Lewis Hamilton says the closing laps of the US GP were a “defining moment” as he headed towards his third World Championship.
Hamilton was behind team mate Nico Rosberg at a safety car restart with 10 laps to go, and knew that if he could get past, he would win the title today. In the end Rosberg made the job easy by running wide and leaving the door open.
The race had started with some controversy as Lewis leaned on his team mate and pushed him wide at Turn One.
“The last 10 –15 laps were the tough ones,” he said. “What an extraordinary race. I just started out well, very, very close obviously with Nico at the beginning and that wasn’t intentional, we both broke very deep into it, and I understood he was on the outside and in the wet that’s where the grip is, so he was turning and I wasn’t turning so we touched.
“After that just fighting for position, trying to stay ahead.
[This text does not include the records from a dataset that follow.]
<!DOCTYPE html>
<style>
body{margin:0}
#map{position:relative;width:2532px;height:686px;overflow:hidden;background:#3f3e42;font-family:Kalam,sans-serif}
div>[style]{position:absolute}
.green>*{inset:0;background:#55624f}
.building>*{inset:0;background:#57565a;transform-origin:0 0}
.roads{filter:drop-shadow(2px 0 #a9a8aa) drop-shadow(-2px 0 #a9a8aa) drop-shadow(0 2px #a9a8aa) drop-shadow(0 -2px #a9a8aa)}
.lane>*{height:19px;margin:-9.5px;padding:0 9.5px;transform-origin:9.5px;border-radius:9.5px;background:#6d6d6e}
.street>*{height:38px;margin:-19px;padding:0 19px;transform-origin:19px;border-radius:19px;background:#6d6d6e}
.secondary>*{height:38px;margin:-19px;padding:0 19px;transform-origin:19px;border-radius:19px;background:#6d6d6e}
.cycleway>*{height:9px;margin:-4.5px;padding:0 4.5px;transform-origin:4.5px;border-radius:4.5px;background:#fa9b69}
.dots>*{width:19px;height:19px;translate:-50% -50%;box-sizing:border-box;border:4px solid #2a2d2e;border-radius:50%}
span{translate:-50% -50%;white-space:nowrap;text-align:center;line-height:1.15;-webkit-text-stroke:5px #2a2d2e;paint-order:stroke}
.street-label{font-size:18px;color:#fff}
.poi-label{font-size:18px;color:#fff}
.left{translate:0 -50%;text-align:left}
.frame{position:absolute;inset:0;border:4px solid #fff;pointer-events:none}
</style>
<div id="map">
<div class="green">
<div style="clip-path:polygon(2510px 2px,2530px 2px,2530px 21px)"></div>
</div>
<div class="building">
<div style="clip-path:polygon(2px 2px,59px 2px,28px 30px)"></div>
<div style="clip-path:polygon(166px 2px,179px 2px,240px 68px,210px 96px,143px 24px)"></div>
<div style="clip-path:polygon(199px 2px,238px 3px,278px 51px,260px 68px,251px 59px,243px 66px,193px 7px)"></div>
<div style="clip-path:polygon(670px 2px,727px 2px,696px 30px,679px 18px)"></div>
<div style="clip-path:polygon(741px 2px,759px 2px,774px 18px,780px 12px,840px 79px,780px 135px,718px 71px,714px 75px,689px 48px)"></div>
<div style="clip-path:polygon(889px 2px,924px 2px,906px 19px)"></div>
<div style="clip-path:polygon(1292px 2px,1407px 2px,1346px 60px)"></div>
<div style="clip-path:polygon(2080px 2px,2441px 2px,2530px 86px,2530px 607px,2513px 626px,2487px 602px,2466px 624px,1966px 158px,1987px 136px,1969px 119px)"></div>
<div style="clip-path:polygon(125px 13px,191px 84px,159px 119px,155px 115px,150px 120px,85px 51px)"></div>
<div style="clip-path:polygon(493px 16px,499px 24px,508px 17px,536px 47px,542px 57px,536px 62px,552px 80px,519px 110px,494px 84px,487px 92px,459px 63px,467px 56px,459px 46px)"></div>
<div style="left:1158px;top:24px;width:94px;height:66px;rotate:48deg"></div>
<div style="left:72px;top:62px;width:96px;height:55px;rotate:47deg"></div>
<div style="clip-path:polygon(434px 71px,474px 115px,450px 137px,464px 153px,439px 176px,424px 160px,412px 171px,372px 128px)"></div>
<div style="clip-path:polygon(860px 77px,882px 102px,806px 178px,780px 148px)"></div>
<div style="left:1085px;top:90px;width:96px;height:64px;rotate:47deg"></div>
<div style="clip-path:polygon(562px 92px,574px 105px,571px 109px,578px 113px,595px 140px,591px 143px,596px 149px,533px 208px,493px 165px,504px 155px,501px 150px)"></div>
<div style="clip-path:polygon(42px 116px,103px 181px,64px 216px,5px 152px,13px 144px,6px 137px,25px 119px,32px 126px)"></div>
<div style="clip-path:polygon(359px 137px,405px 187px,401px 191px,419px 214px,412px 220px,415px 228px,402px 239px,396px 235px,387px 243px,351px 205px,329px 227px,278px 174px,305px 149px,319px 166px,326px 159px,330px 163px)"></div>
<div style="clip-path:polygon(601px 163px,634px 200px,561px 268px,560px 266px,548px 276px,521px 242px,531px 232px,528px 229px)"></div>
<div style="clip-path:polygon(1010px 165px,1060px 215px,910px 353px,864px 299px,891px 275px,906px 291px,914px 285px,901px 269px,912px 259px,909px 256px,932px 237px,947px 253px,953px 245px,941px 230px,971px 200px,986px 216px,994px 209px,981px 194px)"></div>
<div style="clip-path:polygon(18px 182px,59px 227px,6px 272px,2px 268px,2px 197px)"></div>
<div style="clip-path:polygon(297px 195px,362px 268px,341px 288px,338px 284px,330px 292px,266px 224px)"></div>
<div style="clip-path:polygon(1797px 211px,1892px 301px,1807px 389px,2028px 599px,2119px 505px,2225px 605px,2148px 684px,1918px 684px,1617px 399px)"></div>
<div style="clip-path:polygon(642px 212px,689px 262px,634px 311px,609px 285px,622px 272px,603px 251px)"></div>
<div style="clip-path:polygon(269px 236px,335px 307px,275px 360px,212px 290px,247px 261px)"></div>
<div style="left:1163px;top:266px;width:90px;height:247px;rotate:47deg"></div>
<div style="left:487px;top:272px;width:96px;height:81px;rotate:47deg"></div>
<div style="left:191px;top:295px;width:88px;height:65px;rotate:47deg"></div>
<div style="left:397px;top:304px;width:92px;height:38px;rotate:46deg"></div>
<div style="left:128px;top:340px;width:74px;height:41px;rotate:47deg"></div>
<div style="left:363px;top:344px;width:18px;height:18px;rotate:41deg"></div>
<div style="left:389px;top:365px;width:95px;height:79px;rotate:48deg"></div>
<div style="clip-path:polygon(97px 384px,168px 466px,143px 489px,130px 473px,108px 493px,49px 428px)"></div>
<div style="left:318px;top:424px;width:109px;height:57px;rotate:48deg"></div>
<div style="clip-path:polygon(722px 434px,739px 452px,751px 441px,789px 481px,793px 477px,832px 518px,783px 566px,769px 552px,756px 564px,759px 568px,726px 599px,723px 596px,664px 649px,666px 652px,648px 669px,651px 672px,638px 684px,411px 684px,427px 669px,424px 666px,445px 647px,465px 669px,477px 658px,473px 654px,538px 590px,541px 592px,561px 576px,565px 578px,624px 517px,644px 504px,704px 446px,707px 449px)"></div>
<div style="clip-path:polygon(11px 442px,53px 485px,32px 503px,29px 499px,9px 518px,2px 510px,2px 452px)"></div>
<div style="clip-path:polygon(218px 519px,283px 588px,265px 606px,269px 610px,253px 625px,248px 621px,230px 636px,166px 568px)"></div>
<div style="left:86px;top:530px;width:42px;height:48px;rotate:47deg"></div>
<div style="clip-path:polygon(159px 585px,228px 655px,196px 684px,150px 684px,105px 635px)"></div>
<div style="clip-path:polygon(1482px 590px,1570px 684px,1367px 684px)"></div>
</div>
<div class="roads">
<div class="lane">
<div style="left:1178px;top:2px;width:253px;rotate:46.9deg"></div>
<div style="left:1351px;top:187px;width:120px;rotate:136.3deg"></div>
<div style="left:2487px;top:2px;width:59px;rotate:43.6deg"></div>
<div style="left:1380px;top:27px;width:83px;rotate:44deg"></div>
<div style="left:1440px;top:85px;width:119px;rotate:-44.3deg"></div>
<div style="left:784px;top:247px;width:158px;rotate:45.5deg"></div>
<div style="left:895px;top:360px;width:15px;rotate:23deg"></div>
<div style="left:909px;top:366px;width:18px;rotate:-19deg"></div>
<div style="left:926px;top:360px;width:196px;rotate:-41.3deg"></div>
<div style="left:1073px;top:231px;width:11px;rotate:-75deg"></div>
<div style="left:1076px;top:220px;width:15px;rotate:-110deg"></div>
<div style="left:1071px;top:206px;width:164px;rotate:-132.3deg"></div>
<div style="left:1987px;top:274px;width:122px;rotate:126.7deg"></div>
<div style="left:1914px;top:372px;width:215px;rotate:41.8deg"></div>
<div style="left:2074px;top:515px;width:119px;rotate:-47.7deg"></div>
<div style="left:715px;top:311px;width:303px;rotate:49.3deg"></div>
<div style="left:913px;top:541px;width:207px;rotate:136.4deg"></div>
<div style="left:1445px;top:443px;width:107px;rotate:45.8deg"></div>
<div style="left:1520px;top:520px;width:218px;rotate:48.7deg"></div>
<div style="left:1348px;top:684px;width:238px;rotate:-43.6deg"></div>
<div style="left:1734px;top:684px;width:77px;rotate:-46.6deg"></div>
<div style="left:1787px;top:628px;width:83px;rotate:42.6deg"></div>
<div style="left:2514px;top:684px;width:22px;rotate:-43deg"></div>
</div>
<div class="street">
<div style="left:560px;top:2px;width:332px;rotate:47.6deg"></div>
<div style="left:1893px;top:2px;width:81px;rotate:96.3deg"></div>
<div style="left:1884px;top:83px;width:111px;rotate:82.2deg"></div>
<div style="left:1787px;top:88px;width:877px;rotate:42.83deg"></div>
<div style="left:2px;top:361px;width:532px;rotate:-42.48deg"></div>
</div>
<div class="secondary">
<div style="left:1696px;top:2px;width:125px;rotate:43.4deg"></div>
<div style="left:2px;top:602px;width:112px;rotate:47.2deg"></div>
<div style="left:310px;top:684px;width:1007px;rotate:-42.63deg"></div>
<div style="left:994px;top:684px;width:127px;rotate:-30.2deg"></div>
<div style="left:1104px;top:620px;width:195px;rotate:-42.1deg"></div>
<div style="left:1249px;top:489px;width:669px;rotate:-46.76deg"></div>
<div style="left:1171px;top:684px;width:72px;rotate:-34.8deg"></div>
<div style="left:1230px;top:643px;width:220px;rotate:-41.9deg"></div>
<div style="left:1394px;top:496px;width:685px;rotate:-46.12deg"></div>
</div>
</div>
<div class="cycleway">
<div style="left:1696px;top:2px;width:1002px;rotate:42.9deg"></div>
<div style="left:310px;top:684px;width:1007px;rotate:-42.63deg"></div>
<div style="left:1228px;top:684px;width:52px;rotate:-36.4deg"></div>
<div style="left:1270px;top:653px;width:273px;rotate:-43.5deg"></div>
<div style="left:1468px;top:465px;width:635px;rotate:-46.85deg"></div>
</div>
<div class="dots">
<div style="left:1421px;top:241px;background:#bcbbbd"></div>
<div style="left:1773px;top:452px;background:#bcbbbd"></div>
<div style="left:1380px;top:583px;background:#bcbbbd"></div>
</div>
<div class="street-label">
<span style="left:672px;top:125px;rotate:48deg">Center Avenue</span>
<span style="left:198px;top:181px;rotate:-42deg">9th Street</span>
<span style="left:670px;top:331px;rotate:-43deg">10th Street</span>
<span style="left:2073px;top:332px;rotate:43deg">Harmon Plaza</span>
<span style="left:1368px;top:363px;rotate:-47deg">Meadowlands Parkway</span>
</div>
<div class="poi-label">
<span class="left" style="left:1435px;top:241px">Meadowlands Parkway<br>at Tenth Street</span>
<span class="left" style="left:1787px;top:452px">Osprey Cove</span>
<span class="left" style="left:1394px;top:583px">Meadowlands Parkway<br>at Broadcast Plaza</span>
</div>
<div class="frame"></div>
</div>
Emotions were just up and down through the race because at one point I was in the lead but I knew I didn’t have it in the car. I was struggling and sliding all over the place and then I fell to fourth and the track was drying and just the most… the trickiest conditions for us.
“And then, as I said, the last 10 laps really… I was behind the Safety Car and thinking, ‘OK, I’ve got 10 laps, the World Championship is right there – how am I going to get it?’. And then I was just head down, everything that I’ve got from all these years. Everything that I’ve built up, everything that I’ve learnt comes into this. This is the defining moment really.
“Of course I could have gone on to other races but for me, I’m kind of like ‘now!’ It’s so close that I could smell it.”
Lewis made it clear that his third title means a lot to him.
“For any driver I think it’s the pinnacle. There’s no further you can go. Your ultimate goal is to win in everything you compete in. It’s to perform at your best and hopefully better than everyone else, so when you do win a world championship it signifies at that particular time your greatness and the people around you. The whole unit. The teamwork. The greatness of that partnership as well.
“I remember when I got my first one. I was just grateful for the first one. I told Ron [Dennis] when I was 10 that I wanted to be world champion in his car and it’s kinda crazy to think that ten years after he signed me I was.”